Stimulus Generalization in Organizations
Stimulus generalization refers to how people recognize the same or similar stimuli in different settings. In other words, it is the process by which they can generalize a contingent reinforcement from one setting to another.
Consider the plant manager of a manufacturing company who has a history of effective troubleshooting. Over the years he has been assigned to several plants, each with a serious operating problem. After successfully dealing with the difficulties, he has always received an extended vacation, a bonus and an increase in his base salary. He has learned the basic contingencies or requirements of reinforcement for his job. The stimulus is the assignment, the response is correcting problems and the consequences are several positive reinforcers. When the manager gets his next assignment, he will probably generalize from his past experiences even though he will be in a different plant with different problems and employees he will know what is expected of him and understand what it takes to be rewarded.

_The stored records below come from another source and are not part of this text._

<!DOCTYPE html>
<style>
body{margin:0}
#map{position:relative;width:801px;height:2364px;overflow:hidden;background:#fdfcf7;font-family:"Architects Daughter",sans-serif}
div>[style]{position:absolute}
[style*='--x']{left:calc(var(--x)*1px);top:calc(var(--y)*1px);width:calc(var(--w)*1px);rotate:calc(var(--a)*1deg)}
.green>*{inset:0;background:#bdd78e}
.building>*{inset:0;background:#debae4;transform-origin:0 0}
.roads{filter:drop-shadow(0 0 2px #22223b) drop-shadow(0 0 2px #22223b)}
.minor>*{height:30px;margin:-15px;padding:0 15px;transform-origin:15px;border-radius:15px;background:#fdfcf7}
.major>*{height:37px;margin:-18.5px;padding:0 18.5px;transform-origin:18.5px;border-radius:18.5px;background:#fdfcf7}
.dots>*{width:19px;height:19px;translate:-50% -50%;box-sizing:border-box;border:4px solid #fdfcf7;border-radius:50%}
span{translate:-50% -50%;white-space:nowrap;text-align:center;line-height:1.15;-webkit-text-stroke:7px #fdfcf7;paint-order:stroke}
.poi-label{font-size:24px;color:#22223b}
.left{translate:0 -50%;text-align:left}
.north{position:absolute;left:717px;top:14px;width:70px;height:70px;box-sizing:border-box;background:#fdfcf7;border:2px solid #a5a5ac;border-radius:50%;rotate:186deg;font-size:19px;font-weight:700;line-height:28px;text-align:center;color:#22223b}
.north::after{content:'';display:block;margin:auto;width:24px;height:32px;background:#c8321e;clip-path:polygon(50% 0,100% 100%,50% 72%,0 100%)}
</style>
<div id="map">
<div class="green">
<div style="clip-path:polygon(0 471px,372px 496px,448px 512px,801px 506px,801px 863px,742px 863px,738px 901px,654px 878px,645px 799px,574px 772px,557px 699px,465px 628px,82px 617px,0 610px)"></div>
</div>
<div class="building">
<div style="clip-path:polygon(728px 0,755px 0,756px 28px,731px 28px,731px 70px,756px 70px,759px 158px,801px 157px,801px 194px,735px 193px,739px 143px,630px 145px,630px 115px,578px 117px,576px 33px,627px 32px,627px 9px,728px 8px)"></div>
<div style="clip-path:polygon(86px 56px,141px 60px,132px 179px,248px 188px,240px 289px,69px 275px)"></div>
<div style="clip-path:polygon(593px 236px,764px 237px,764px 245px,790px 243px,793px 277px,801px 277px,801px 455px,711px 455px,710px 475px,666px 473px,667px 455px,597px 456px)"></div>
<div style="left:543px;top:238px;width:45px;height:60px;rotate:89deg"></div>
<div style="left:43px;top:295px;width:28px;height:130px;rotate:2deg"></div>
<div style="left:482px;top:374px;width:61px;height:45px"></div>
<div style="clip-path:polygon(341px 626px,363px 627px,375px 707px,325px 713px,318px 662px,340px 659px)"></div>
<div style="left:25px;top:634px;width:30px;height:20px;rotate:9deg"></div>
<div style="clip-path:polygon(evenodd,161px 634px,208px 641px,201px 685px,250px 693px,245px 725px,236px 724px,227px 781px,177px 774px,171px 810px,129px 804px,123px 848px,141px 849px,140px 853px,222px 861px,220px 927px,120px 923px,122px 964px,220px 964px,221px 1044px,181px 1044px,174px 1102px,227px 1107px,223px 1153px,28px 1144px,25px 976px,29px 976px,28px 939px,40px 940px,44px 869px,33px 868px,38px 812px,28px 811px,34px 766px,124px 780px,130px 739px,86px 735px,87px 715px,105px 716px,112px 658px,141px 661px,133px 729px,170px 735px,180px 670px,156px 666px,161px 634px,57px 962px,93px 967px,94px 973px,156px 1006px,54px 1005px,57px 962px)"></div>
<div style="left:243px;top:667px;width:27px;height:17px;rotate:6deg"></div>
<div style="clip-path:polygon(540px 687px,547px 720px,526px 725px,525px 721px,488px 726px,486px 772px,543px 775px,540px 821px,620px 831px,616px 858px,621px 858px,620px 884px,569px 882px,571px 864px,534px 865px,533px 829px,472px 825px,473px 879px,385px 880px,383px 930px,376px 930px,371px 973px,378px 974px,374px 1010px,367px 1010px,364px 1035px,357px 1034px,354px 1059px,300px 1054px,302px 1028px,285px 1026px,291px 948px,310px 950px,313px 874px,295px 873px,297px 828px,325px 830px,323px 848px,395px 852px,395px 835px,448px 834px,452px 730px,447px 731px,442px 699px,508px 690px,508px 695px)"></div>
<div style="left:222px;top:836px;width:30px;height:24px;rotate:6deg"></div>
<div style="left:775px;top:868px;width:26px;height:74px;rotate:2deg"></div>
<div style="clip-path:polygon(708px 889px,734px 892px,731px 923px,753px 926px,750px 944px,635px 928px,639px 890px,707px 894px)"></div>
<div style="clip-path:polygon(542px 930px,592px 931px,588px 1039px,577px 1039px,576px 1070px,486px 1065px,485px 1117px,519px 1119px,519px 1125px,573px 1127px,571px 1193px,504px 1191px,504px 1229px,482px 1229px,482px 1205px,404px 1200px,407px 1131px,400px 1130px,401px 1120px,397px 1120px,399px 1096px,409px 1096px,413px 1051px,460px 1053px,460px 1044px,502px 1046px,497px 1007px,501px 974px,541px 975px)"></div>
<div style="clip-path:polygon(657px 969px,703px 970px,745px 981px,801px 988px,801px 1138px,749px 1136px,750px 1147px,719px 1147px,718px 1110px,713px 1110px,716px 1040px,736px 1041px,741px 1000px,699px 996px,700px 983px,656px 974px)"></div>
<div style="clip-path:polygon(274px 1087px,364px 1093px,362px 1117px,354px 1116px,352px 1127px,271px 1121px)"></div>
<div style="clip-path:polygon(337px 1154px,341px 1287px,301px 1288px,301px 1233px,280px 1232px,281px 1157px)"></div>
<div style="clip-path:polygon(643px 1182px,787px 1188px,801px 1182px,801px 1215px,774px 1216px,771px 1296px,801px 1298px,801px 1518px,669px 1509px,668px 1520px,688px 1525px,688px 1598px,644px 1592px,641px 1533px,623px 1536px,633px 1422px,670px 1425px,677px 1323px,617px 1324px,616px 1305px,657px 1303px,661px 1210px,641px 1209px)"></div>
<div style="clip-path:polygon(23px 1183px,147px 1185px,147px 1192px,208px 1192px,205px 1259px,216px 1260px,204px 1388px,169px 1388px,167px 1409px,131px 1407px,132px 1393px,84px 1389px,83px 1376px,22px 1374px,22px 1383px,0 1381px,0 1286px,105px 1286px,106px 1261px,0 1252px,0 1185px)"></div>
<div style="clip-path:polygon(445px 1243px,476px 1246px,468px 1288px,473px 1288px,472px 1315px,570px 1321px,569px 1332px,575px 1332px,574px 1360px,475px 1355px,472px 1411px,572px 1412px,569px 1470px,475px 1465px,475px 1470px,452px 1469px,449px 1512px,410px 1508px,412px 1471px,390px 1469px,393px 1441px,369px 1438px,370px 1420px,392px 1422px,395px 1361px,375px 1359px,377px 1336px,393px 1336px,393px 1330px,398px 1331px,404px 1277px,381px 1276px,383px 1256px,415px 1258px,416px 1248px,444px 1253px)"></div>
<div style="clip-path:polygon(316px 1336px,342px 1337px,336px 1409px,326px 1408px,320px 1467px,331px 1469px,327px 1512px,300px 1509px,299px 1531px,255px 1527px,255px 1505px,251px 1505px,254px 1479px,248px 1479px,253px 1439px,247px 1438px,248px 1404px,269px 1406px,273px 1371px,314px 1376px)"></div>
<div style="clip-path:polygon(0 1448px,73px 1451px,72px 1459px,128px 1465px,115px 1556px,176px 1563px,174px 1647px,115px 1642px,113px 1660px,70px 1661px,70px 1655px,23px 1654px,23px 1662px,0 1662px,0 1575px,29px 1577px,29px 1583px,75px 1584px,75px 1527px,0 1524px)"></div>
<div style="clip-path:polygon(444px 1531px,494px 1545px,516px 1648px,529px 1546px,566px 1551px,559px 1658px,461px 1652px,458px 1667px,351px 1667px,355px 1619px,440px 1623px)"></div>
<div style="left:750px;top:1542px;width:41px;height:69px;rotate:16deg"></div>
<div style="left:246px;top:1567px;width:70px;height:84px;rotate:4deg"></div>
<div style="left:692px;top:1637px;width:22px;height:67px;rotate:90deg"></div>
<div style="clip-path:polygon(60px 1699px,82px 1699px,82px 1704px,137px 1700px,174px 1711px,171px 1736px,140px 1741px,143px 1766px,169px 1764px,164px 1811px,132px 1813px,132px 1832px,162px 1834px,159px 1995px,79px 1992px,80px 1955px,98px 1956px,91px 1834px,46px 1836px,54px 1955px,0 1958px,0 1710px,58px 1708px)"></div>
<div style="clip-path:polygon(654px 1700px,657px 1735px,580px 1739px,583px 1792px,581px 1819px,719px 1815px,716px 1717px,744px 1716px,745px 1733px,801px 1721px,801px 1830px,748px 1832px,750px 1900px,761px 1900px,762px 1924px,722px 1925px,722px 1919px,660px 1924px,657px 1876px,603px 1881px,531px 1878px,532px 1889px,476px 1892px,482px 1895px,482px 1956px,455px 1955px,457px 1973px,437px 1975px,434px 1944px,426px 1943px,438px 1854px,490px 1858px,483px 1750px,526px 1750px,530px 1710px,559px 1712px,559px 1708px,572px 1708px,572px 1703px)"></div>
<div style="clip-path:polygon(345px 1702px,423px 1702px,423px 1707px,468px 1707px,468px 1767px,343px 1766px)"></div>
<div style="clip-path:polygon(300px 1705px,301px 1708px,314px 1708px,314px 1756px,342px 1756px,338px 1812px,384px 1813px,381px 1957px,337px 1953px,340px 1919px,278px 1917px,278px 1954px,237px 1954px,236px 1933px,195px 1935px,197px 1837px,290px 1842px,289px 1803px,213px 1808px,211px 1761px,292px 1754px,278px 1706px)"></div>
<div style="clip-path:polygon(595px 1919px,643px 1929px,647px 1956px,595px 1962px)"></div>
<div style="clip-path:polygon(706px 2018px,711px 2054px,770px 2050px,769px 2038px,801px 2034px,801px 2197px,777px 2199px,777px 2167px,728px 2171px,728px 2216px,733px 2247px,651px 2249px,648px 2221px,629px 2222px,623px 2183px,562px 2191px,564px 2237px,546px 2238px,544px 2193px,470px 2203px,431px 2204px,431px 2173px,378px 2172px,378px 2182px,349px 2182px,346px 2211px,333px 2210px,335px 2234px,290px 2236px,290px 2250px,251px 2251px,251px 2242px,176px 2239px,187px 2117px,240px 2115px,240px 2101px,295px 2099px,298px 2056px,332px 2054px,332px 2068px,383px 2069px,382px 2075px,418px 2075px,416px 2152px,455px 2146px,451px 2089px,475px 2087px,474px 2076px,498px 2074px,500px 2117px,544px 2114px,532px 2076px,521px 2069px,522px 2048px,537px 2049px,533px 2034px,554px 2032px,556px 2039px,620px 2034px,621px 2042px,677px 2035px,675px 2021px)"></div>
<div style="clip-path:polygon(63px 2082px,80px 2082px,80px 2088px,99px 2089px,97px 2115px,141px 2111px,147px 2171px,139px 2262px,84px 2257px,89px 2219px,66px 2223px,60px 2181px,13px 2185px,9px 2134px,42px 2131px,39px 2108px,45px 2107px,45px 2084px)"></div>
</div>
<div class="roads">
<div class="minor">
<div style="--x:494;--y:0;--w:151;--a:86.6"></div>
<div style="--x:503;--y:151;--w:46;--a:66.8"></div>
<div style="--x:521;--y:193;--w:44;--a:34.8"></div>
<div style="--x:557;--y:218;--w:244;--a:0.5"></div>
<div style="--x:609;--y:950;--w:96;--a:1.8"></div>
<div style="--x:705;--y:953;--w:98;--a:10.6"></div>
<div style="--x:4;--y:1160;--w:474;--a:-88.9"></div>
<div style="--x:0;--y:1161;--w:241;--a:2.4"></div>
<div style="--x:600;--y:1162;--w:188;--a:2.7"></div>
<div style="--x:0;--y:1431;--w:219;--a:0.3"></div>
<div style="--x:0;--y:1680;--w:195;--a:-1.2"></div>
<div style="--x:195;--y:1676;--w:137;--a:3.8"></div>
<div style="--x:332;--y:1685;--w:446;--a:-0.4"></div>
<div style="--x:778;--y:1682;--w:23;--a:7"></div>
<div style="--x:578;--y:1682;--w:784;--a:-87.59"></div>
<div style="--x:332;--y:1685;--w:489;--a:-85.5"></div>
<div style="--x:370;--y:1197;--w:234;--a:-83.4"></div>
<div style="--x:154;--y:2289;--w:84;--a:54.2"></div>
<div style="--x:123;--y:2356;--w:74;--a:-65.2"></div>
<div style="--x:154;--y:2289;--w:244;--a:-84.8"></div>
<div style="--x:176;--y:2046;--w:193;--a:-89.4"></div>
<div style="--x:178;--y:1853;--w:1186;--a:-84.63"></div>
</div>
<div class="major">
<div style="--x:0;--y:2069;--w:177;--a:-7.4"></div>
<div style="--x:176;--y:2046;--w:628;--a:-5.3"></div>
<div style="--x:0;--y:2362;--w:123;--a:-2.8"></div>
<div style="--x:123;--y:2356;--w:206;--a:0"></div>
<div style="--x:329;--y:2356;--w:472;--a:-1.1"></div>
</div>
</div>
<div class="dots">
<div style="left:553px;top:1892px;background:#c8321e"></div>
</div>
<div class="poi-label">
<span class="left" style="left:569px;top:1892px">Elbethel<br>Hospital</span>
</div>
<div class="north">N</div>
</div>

Stimulus Discrimination in Organizations
Stimulus discrimination is the ability to recognize differences among stimuli. As in stimulus generalization, the person learns the basic stimulus-response-consequence sequence for one stimulus. When confronted with a new stimulus, however, he can discriminate between the two stimuli and respond differently
Assuming that the troubleshooting plant manager is assigned to the plant that is running smoothly. His routine response to new situations has always been to identify and solve problems, but he must now discriminate between his new situation and his earlier ones. He will also recognize that he will need a different set of behaviors, or responses, to meet performance expectations and receive positive reinforcement.